((

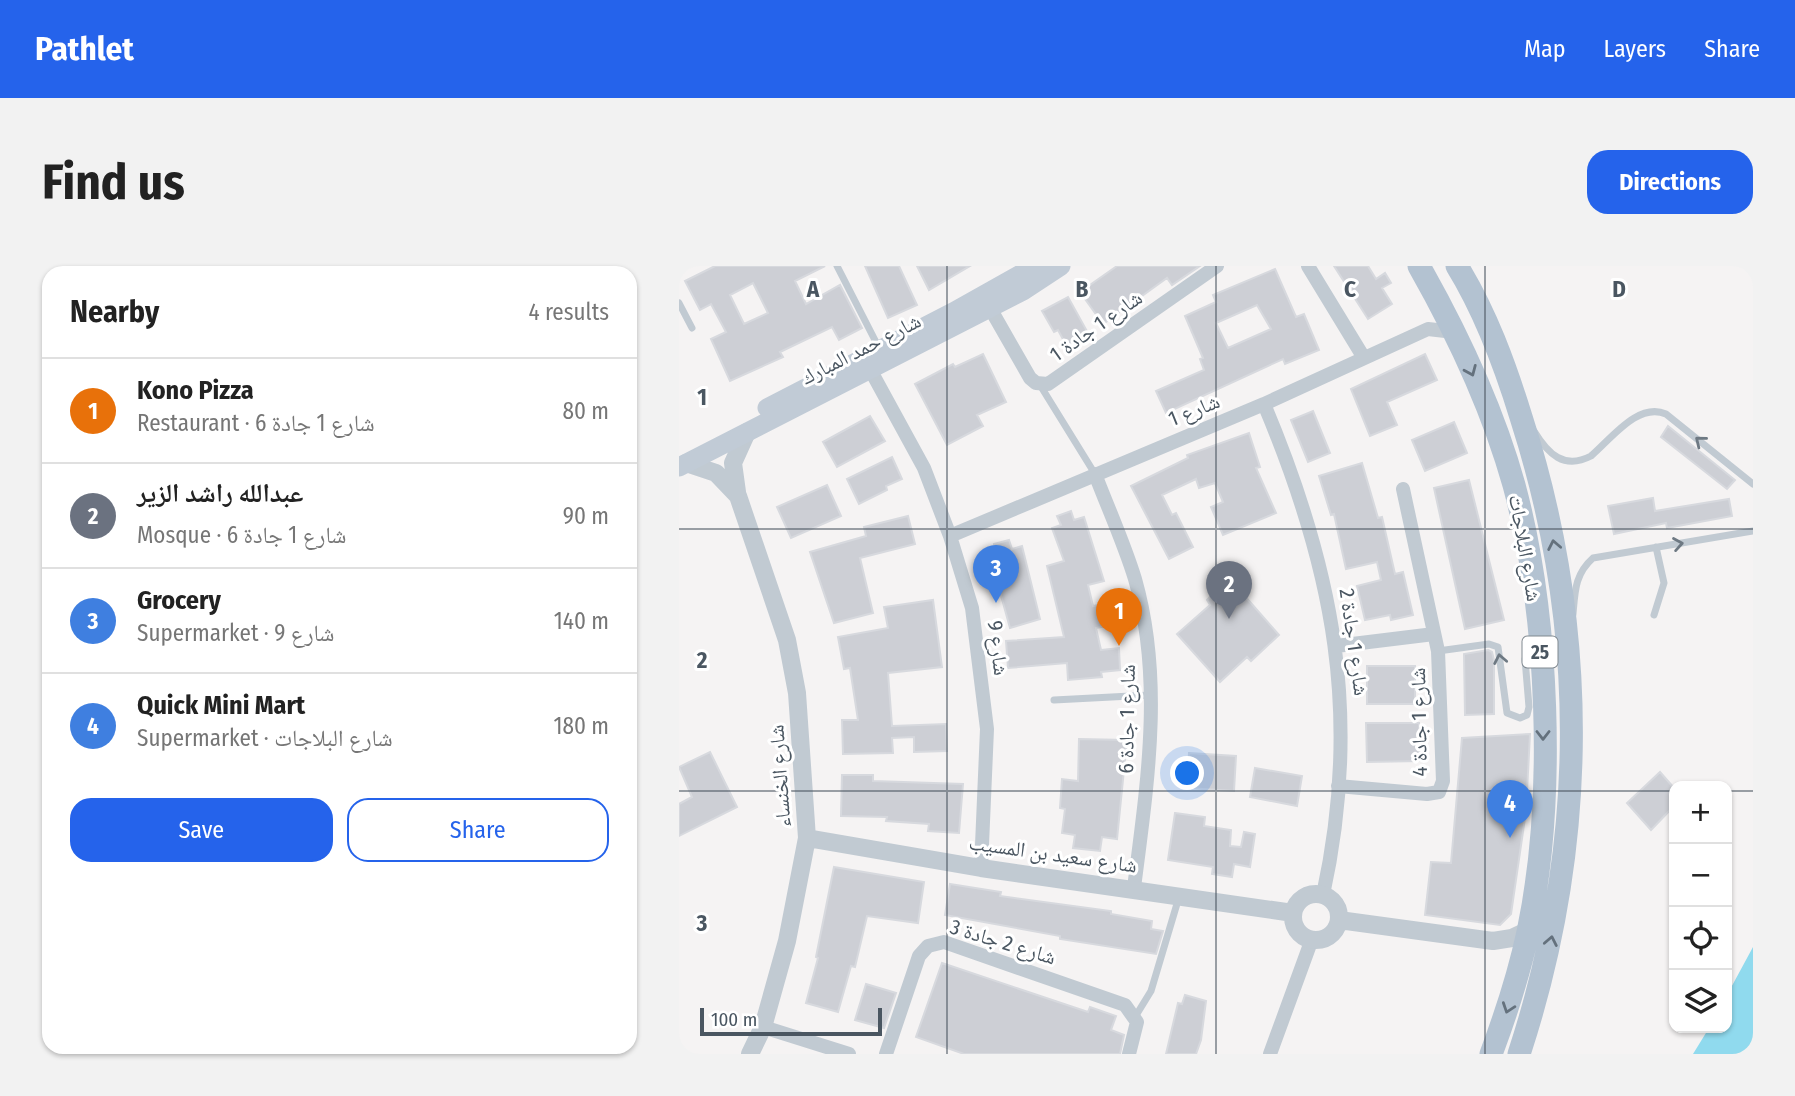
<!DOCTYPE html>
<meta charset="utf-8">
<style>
body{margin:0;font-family:"Fira Sans Condensed","Noto Naskh Arabic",sans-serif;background:#f2f2f2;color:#222}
.controls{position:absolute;right:21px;bottom:21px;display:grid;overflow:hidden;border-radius:14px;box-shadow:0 2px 5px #0004}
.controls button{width:63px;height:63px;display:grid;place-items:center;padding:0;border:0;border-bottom:2px solid #e0e0e0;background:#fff;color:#222;font:35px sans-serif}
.scale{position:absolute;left:21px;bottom:18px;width:182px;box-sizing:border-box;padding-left:7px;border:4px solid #4a5661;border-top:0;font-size:19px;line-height:24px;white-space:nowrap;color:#4a5661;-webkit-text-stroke:5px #fff;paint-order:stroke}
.you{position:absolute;left:509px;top:508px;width:24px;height:24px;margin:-18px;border:5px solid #fff;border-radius:50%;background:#1a73e8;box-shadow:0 0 0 10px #1a73e833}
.badge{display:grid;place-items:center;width:46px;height:46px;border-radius:50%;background:#2563eb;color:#fff;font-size:23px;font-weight:700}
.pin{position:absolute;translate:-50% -58px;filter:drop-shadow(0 2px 4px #0008)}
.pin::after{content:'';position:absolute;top:37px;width:24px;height:21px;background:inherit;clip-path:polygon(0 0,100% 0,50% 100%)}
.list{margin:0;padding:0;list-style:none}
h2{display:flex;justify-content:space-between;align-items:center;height:91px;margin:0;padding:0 28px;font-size:30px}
h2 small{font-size:23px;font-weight:400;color:#767676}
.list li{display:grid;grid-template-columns:46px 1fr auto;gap:21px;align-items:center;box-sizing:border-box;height:105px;padding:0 28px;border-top:2px solid #e0e0e0}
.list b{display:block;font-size:26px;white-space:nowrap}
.list p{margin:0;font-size:23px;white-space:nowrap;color:#767676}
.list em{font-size:23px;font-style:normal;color:#767676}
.actions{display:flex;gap:14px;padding:21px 28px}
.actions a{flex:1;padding:16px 0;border:2px solid #2563eb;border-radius:21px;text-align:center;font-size:24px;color:#2563eb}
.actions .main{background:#2563eb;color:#fff}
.icon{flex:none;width:38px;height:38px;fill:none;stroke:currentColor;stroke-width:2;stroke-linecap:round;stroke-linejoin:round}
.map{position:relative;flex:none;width:1074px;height:788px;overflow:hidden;border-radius:21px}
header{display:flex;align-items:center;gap:42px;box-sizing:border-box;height:98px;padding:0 35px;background:#2563eb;color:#fff}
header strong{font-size:33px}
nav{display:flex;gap:38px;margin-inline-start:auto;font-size:24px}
.intro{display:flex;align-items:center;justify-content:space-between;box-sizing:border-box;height:168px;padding:0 42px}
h1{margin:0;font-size:49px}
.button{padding:18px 32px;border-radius:21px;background:#2563eb;color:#fff;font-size:24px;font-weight:700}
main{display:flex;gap:42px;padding:0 42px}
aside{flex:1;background:#fff;border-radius:21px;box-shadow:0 2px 5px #0004}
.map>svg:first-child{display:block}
</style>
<header>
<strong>Pathlet</strong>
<nav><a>Map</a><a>Layers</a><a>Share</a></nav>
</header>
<div class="intro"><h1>Find us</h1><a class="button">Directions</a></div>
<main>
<aside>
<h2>Nearby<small>4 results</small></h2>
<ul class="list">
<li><span class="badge" style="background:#e8710a">1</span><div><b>Kono Pizza</b><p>Restaurant · شارع 1 جادة 6</p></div><em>80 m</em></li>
<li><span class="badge" style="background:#6b7280">2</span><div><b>عبدالله راشد الزير</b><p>Mosque · شارع 1 جادة 6</p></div><em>90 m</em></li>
<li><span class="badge" style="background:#3f7fe0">3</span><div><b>Grocery</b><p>Supermarket · شارع 9</p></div><em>140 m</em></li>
<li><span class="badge" style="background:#3f7fe0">4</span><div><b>Quick Mini Mart</b><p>Supermarket · شارع البلاجات</p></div><em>180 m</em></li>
</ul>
<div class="actions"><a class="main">Save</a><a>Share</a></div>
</aside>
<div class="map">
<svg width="1074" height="788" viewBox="0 0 1074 788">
<rect width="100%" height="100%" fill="#f5f3f3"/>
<path fill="#90daee" d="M 1074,681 L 1074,788 L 1014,788 L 1030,762 L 1048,762 L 1048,729 Z"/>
<path fill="#cdcfd5" stroke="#d7d9de" stroke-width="2" fill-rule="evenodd" d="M 36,0 L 146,0 L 116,15 L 127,38 L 161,19 L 183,62 L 160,74 L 153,61 L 101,86 L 104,91 L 51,115 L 32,73 L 47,66 L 32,38 L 21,44 L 6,15 ZM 74,17 L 89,47 L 65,58 L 51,29 Z
M 186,0 L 220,0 L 238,39 L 209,52 Z
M 238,0 L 291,0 L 250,24 Z
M 438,0 L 521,0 L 493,19 L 488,12 L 424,58 L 401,26 Z
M 655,0 L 689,0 L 697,13 L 706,7 L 712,17 L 703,22 L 713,38 L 689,53 Z
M 596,3 L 617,51 L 625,48 L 640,84 L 606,98 L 604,93 L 487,147 L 477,125 L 525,104 L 521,93 L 524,92 L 506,50 L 537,36 L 534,29 ZM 578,39 L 592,63 L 549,82 L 537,57 Z
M 389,31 L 409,67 L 387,79 L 379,64 L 375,66 L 363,45 Z
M 304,88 L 327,136 L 298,149 L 304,160 L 268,179 L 236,118 L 274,98 L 276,101 Z
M 746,88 L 758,114 L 708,136 L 718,159 L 691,170 L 672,123 Z
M 634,145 L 651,187 L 629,196 L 612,154 Z
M 191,150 L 206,175 L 158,201 L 144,176 Z
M 775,156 L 788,187 L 746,205 L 733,174 Z
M 989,160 L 1056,214 L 1048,223 L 982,171 Z
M 570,167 L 581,201 L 577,202 L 597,247 L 544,269 L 532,241 L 544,236 L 536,217 L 520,222 L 517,213 L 483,229 L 493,249 L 497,247 L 514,281 L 490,293 L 452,220 L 509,192 L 508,189 Z
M 213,191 L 223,213 L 207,220 L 208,224 L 180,238 L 168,213 Z
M 683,197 L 699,252 L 703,251 L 716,308 L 724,306 L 734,349 L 712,354 L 711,349 L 686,354 L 678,320 L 702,314 L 698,296 L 667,303 L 655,248 L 652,249 L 640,210 Z
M 790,214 L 825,354 L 786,363 L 755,222 Z
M 148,219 L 162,250 L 112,272 L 98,241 Z
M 974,232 L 976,245 L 1050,233 L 1053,250 L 988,262 L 987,257 L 935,268 L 929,240 Z
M 392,245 L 395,254 L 405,251 L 425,315 L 409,319 L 414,340 L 430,337 L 434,359 L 417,362 L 422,384 L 440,382 L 441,404 L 422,406 L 423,411 L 389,414 L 388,397 L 329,402 L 327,375 L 385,371 L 368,300 L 385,295 L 373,262 L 382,259 L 378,250 Z
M 229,250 L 236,278 L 181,292 L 194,347 L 155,357 L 131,286 L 187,270 L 185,261 Z
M 330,274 L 333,283 L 343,280 L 361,353 L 331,362 L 311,290 L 318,288 L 315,278 Z
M 550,312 L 600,369 L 572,395 L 568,391 L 541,416 L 498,368 L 531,339 L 528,334 Z
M 254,334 L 263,401 L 209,407 L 213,460 L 267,458 L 268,485 L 235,486 L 235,471 L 213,472 L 214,487 L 164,488 L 163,454 L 179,454 L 171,402 L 165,403 L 159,371 L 209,362 L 205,341 Z
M 809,384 L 813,386 L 815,394 L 815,448 L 786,449 L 785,388 Z
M 688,400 L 736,400 L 736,438 L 688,438 Z
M 687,457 L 740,457 L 741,495 L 688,496 Z
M 851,468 L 847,545 L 832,648 L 821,659 L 746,649 L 752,596 L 772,597 L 783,472 Z
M 400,473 L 448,474 L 438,573 L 423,571 L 421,585 L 394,582 L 396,569 L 383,567 L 386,543 L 381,542 L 383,513 L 399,515 Z
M 31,486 L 58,541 L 0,570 L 0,538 L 13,531 L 0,501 Z
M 510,487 L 557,490 L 555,525 L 508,522 Z
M 576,502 L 623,510 L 618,540 L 571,531 Z
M 981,506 L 995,522 L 995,540 L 972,564 L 948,537 Z
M 163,509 L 194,509 L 194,515 L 284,518 L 280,567 L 249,565 L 250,558 L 207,555 L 208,551 L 162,550 Z
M 496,547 L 526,551 L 525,560 L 552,564 L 551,580 L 562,581 L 565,566 L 576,568 L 571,601 L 555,598 L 553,611 L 533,608 L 534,601 L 489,594 Z
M 155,601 L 245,616 L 239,657 L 188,650 L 176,701 L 172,700 L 159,746 L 127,737 L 139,692 L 137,691 Z
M 271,618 L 322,626 L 321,630 L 432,645 L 432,648 L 473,655 L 472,663 L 484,665 L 477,688 L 381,673 L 381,670 L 266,649 Z
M 263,697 L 409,746 L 411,741 L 437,750 L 432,764 L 445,769 L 441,788 L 285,788 L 237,771 Z
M 187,718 L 217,727 L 205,762 L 176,754 Z
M 506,729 L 527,735 L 522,774 L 517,788 L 487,788 L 499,737 L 503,738 Z"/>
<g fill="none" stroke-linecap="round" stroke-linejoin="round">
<path stroke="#c1cad2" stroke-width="7" d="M 158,0 L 200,82
M 0,37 L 13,62
M 361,119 L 416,208
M 855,165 C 869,188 885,204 912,190 C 933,172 959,136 987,148 L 1074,218
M 894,348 C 896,325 896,308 914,292 L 1074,265
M 975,349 L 985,317 L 977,281
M 759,385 L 810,378 L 819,381 L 828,447 L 841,452 L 848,449 L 850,441 L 846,393 L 855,370
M 375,434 L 471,429
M 456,751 L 472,725 L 500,631"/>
<path stroke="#c1cad2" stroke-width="14" d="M 629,0 L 685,92
M 311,42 L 351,112 L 357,117 L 369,118 L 538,0
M 192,105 L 245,202 L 271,270 L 293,342 L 308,463 L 302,602
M 585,138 C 655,304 683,451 644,629
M 416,208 C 429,242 445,277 456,313 C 485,415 468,519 455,622
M 271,270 L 585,138 L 749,63 L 775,66
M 657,380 L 755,368
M 659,520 L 748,528 L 760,526 L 764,515 L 759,385 L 724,223
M 84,761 L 170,788
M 207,788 L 240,690 L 249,680 L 265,676 L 446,739 L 458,756 L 450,788
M 591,788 L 633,673"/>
<path stroke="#c1cad2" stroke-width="18" d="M 7,197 L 37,207 L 59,230 L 108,374 L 118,427 L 128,572 L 108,675 L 84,761 L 71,788
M 58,226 L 54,197 L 68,166
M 128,572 L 302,602 L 614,647
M614 651a23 23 0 1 1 46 0a23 23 0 1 1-46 0Z
M 660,654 L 814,675 L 833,672 L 850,664"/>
<path stroke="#c1cbd6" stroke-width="19" d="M 88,142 L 274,46 L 356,0
M 0,201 L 344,25 L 382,0"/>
<path stroke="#b3c2d1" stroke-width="23" d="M 740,0 C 778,67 814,144 835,219 C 870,350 877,533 849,666 C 840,708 827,748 812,788
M 778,0 C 807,47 826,99 842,151 C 910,362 909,578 840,788"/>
</g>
<defs><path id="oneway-chevron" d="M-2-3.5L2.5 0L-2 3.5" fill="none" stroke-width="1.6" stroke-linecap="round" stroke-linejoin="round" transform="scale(1.75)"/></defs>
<g stroke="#64717d">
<use href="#oneway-chevron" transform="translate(792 105) rotate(67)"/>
<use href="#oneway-chevron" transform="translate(875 279) rotate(-101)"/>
<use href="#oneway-chevron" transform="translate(864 469) rotate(90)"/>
<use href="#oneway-chevron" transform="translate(872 675) rotate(-79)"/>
<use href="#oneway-chevron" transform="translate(829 742) rotate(109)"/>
</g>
<g stroke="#6e7983">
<use href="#oneway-chevron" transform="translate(1021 175) rotate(-141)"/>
<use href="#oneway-chevron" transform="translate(999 278) rotate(-10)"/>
<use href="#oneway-chevron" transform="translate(821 393) rotate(-101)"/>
</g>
<path fill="none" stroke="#4a5661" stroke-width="2" stroke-opacity="0.55" d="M 268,0 L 268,788M 537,0 L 537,788M 806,0 L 806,788M 0,263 L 1074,263M 0,525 L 995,525M 1048,525 L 1074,525"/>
<g text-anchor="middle" stroke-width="6" stroke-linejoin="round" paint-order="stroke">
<rect fill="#fff" stroke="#808990" stroke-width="2" x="843.5" y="370.5" width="35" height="31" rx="5"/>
<g font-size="19" font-weight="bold" fill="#4a5661">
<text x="861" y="393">25</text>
</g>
<g font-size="21" fill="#4a5661" stroke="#fff">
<text transform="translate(417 60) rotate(-35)" y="7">شارع 1 جادة 1</text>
<text transform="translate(182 83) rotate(-27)" y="7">شارع حمد المبارك</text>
<text transform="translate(515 144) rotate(-22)" y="7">شارع 1</text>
<text transform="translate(846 282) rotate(80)" y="7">شارع البلاجات</text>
<text transform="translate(675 376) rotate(82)" y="7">شارع 1 جادة 2</text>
<text transform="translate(319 382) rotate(83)" y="7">شارع 9</text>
<text transform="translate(448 453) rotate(-89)" y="7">شارع 1 جادة 6</text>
<text transform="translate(740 456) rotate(-91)" y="7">شارع 1 جادة 4</text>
<text transform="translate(101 510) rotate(-94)" y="7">شارع الخنساء</text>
<text transform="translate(374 588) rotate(8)" y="7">شارع سعيد بن المسيب</text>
<text transform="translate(324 676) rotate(17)" y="7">شارع 2 جادة 3</text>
</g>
</g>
<g font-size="23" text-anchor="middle" font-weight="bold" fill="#4a5661" stroke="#fff" stroke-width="6" stroke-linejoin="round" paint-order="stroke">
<text x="134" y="31">A</text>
<text x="403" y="31">B</text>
<text x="671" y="31">C</text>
<text x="940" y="31">D</text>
<text x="23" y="139">1</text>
<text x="23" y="402">2</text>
<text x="23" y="665">3</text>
</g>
</svg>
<div class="controls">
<button>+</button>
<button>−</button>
<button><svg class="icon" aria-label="locate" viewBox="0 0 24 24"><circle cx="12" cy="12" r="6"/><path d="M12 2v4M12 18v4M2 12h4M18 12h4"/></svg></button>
<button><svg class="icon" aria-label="layers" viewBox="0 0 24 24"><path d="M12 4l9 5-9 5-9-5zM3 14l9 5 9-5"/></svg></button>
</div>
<div class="scale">100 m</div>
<div class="you"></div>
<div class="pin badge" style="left:440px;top:380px;background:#e8710a">1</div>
<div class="pin badge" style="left:550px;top:353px;background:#6b7280">2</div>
<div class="pin badge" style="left:317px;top:337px;background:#3f7fe0">3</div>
<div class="pin badge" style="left:831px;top:572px;background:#3f7fe0">4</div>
</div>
</main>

))

Exercise details
Answer with one number, namely how many lines in the records contain the string "header".

Answer box
4